Все обернулись и посмотрели на отца Симона. Старик стоял, глаза его сузились до щелочек, руки и ноги дрожали от едва сдерживаемого негодования. Бесстрашный в своем гневе, он указал на инквизитора пальцем, высохшим и тонким, как куриная кость.
– Неужели вы не понимаете, до какой крайности мы дошли в своем богохульстве? – закричал он. – Мы признали самую страшную ложь, и ответственность за это ложится на вас, как на человека, который руководит нами. Вы с небывалым упорством выясняете мельчайшие подробности дела, приняв как должное, что душа может отделиться от тела, а оно при этом останется живым, что воскрешение плоти происходит без божественного вмешательства, что сожженный и похороненный еретик оказывается живым пятьдесят лет спустя, что существуют лемуры, призраки, химеры и тому подобное. Вы осознаете, что выпили весь яд, который вам дали, будто это истина? Осознаете, что тоже стали еретиком?
От такого напора Эймерик потерял дар речи. Неожиданно на защиту ему пришел отец Ламбер из Тулузы.

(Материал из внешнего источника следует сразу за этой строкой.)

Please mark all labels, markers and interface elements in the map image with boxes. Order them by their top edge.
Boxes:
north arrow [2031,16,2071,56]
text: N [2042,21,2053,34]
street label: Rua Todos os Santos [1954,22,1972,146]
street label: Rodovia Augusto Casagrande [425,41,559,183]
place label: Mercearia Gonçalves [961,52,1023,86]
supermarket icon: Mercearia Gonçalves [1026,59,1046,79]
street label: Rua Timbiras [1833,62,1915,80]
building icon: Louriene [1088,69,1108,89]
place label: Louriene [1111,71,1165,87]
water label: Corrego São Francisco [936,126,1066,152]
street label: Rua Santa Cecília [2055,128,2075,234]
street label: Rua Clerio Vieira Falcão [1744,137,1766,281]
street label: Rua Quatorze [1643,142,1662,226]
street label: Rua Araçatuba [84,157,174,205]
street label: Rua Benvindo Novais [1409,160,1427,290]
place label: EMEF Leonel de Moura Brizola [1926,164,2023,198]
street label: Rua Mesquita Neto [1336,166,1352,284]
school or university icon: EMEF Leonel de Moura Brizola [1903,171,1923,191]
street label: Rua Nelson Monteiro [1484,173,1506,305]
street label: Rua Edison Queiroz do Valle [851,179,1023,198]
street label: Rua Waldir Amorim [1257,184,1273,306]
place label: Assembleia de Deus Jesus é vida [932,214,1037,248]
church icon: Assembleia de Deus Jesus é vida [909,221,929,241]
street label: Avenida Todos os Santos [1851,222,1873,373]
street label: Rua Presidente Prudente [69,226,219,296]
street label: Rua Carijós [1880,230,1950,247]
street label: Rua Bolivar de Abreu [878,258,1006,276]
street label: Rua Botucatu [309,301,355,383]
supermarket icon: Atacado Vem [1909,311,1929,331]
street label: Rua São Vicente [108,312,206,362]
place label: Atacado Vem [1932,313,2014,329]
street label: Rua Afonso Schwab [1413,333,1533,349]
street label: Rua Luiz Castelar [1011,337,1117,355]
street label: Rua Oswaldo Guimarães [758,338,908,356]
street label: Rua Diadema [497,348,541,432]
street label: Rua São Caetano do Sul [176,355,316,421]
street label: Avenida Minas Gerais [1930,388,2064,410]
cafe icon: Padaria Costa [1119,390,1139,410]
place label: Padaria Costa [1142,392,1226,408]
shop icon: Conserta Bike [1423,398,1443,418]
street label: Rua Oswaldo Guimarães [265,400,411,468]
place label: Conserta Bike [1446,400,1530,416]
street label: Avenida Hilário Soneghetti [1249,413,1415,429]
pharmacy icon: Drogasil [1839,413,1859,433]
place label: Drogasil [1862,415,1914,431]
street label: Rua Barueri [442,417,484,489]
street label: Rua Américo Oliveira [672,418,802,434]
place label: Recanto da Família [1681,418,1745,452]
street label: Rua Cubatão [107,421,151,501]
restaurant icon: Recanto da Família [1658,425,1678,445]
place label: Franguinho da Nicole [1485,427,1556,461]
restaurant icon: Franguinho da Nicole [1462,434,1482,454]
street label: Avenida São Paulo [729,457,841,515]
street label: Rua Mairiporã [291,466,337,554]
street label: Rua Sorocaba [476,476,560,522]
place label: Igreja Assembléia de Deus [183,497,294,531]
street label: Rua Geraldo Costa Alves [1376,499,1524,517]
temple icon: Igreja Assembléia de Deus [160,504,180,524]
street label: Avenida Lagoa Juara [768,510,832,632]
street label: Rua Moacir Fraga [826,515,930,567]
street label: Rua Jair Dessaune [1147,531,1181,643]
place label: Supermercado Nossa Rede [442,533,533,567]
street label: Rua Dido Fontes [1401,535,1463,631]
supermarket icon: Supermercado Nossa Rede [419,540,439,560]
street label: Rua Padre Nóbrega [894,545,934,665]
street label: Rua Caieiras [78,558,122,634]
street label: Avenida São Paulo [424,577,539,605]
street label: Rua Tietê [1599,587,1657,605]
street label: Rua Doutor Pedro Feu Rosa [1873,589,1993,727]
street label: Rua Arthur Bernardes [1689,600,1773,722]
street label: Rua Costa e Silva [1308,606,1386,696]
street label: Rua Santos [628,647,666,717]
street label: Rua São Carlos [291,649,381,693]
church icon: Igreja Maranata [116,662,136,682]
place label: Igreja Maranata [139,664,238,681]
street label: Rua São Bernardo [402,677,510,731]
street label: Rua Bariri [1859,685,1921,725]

– Простите, что осмеливаюсь вам противоречить, – сказал он отцу Симону, – но, полагаю, вы неверно истолковали намерения нашего магистра. У меня нет опыта судебных процессов над катарами, но я достаточно часто участвовал в судах над некромантами. И могу сказать, что своими глазами видел этих демонов, которые выплевывали жаб, гроздья червей и мерзких улиток, которые говорили на неизвестных им языках так, будто были их великими знатоками, которые умели вызывать грозы и перемещать предметы. Я своими ушами слышал, как они признавались, что летали на метлах, что ездили в дьявольские города, где дороги вымощены золотом и костями детей, что им являлся Повелитель мух с козьими копытами и бараньими рогами. Я понял, что та немногая сила, которая осталась у Люцифера, позволяет ему накладывать невиданные, ужасные заклинания. Так почему меня должны поразить люди с головами животных, лемуры, у которых нет души, колодцы Воскрешения или восставшие из мертвых? Если в дело вступает дьявол, может случиться все что угодно. Главное – не быть доверчивыми и беззащитными.
Против подобной аргументации ни у кого не нашлось бы возражений, но отец Симон не мог признать поражение так сразу.
– В этом и заключается самое ужасное! Вы постоянно говорите о Боге, но никогда – о дьяволе, хотя его присутствие неоспоримо. Мало того, что мы не пользуемся инструментами мастера Филиппа, так пленным еретикам еще и дают вино!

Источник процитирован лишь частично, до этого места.